● **ACTIVITY**
An exact copy of the entries is required, with every image omitted.

● **RECORDS**
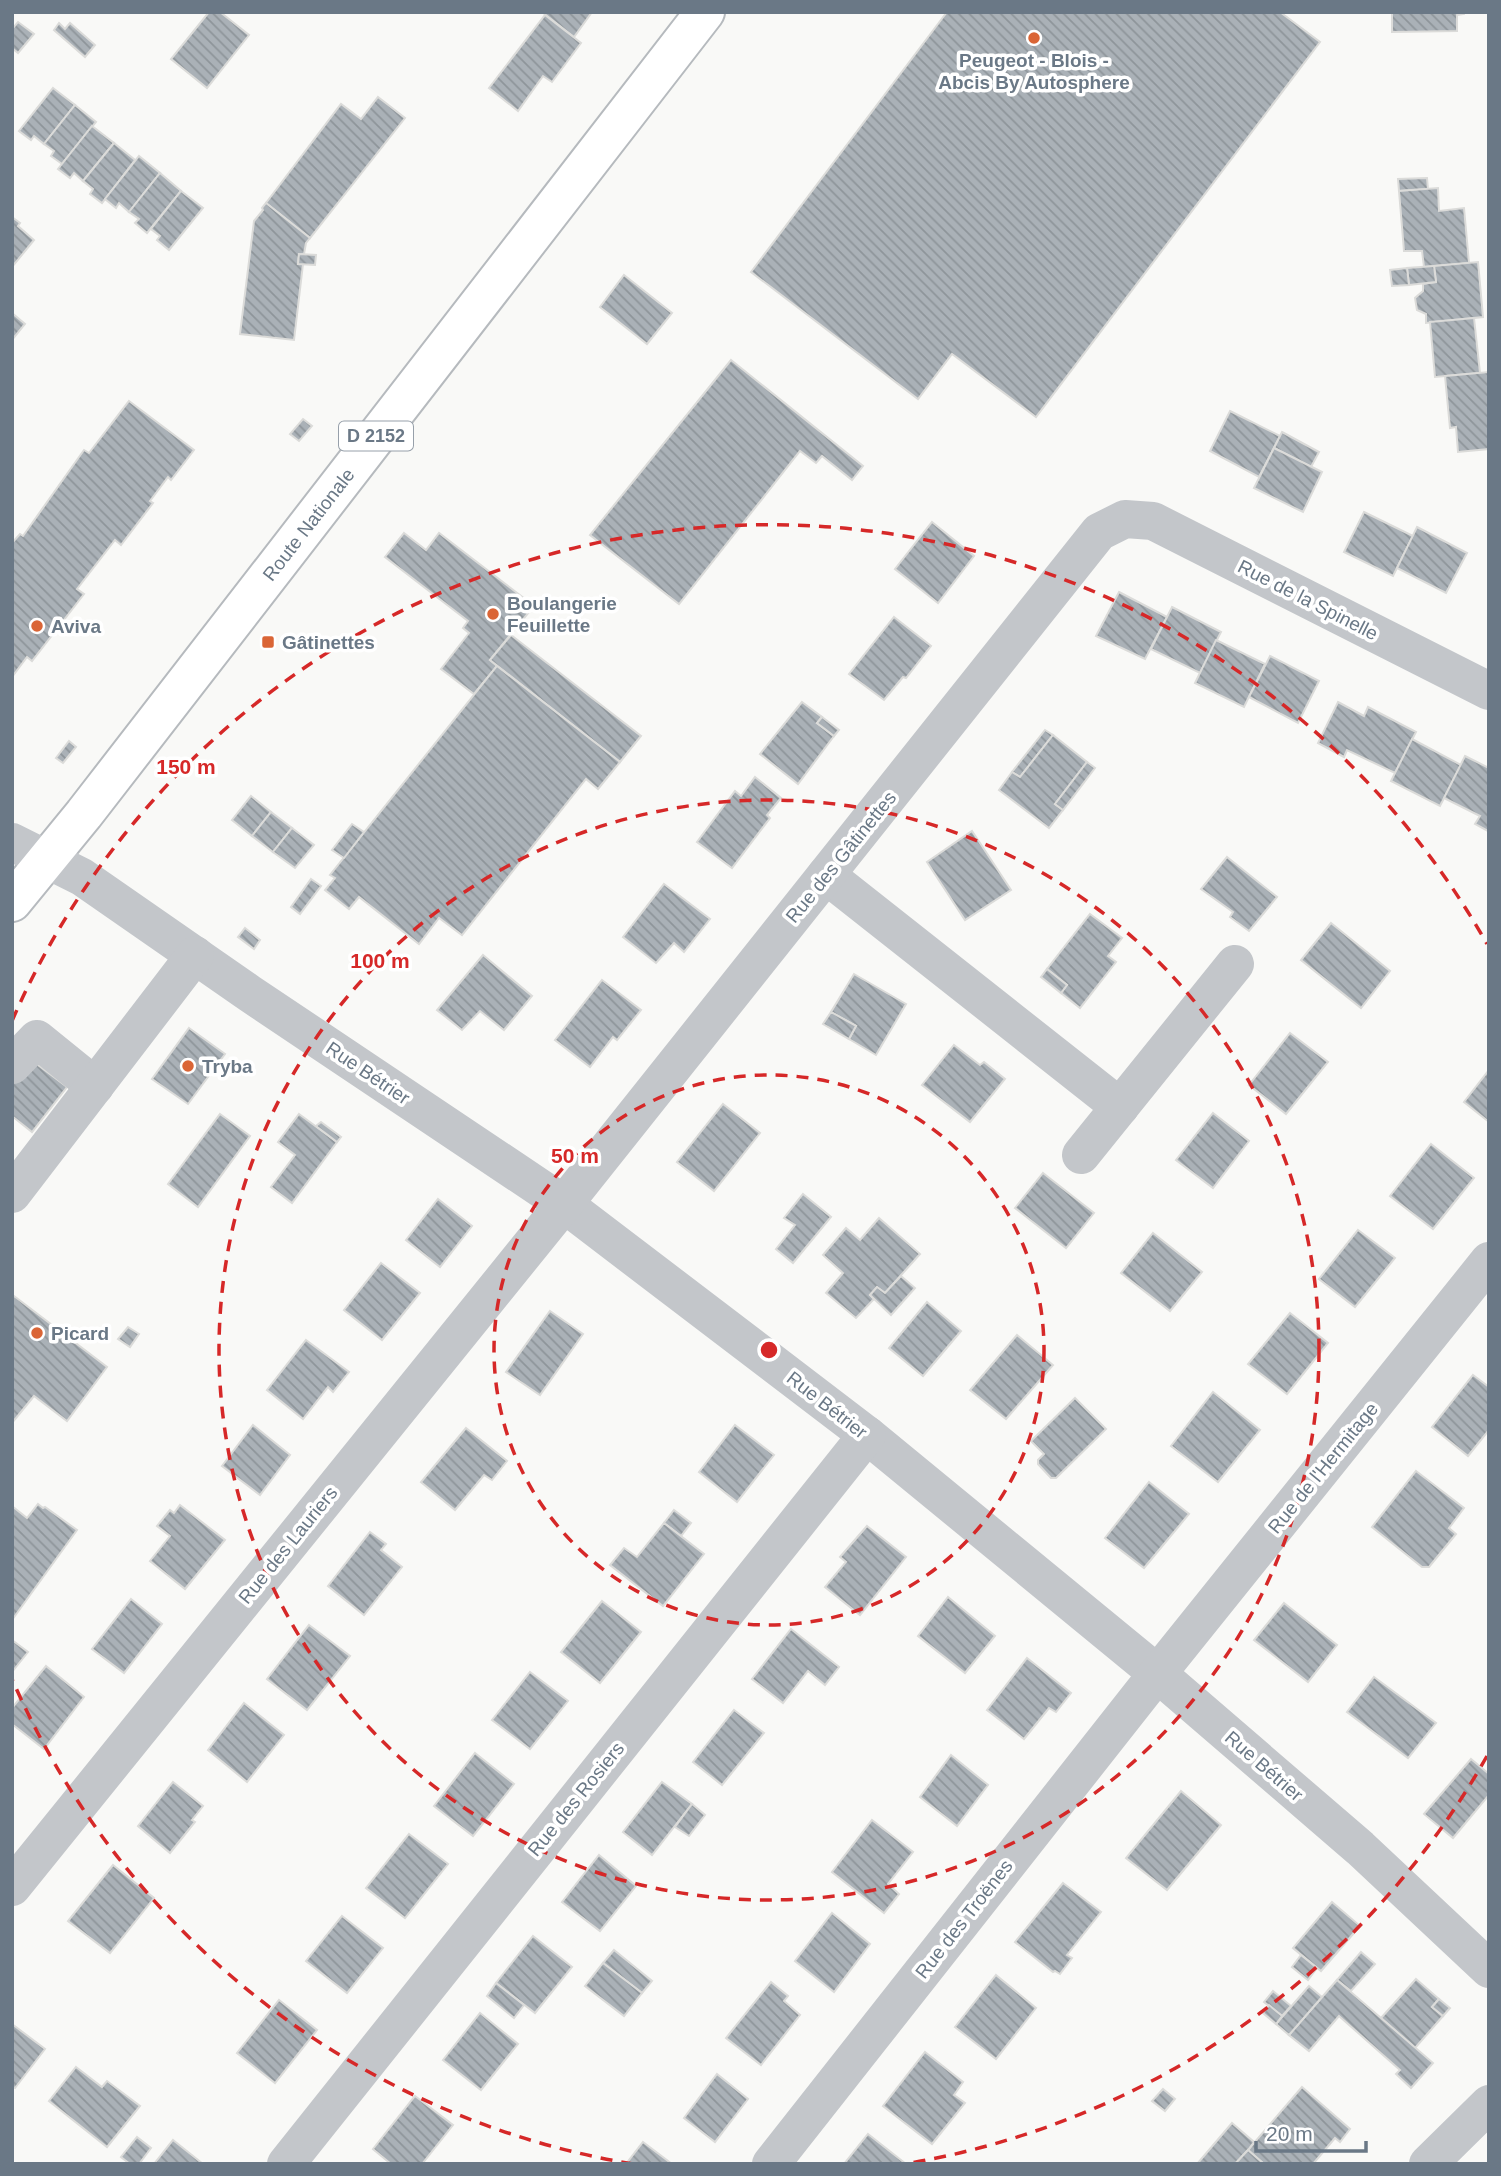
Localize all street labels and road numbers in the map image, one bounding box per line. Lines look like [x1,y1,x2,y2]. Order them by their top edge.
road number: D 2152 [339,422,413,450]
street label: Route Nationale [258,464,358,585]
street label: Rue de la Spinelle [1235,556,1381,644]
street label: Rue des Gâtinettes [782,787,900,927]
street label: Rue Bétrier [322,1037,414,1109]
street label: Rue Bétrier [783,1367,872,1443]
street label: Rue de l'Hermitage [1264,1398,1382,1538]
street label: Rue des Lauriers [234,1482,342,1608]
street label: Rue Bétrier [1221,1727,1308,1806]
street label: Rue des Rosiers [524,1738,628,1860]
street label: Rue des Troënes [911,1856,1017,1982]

● **RESPONSE TO THE TASK**
Localize all street labels and road numbers in the map image, one bounding box per line. Lines look like [x1,y1,x2,y2]. Order them by their top edge.
road number: D 2152 [339,422,413,450]
street label: Route Nationale [258,464,358,585]
street label: Rue de la Spinelle [1235,556,1381,644]
street label: Rue des Gâtinettes [782,787,900,927]
street label: Rue Bétrier [322,1037,414,1109]
street label: Rue Bétrier [783,1367,872,1443]
street label: Rue de l'Hermitage [1264,1398,1382,1538]
street label: Rue des Lauriers [234,1482,342,1608]
street label: Rue Bétrier [1221,1727,1308,1806]
street label: Rue des Rosiers [524,1738,628,1860]
street label: Rue des Troënes [911,1856,1017,1982]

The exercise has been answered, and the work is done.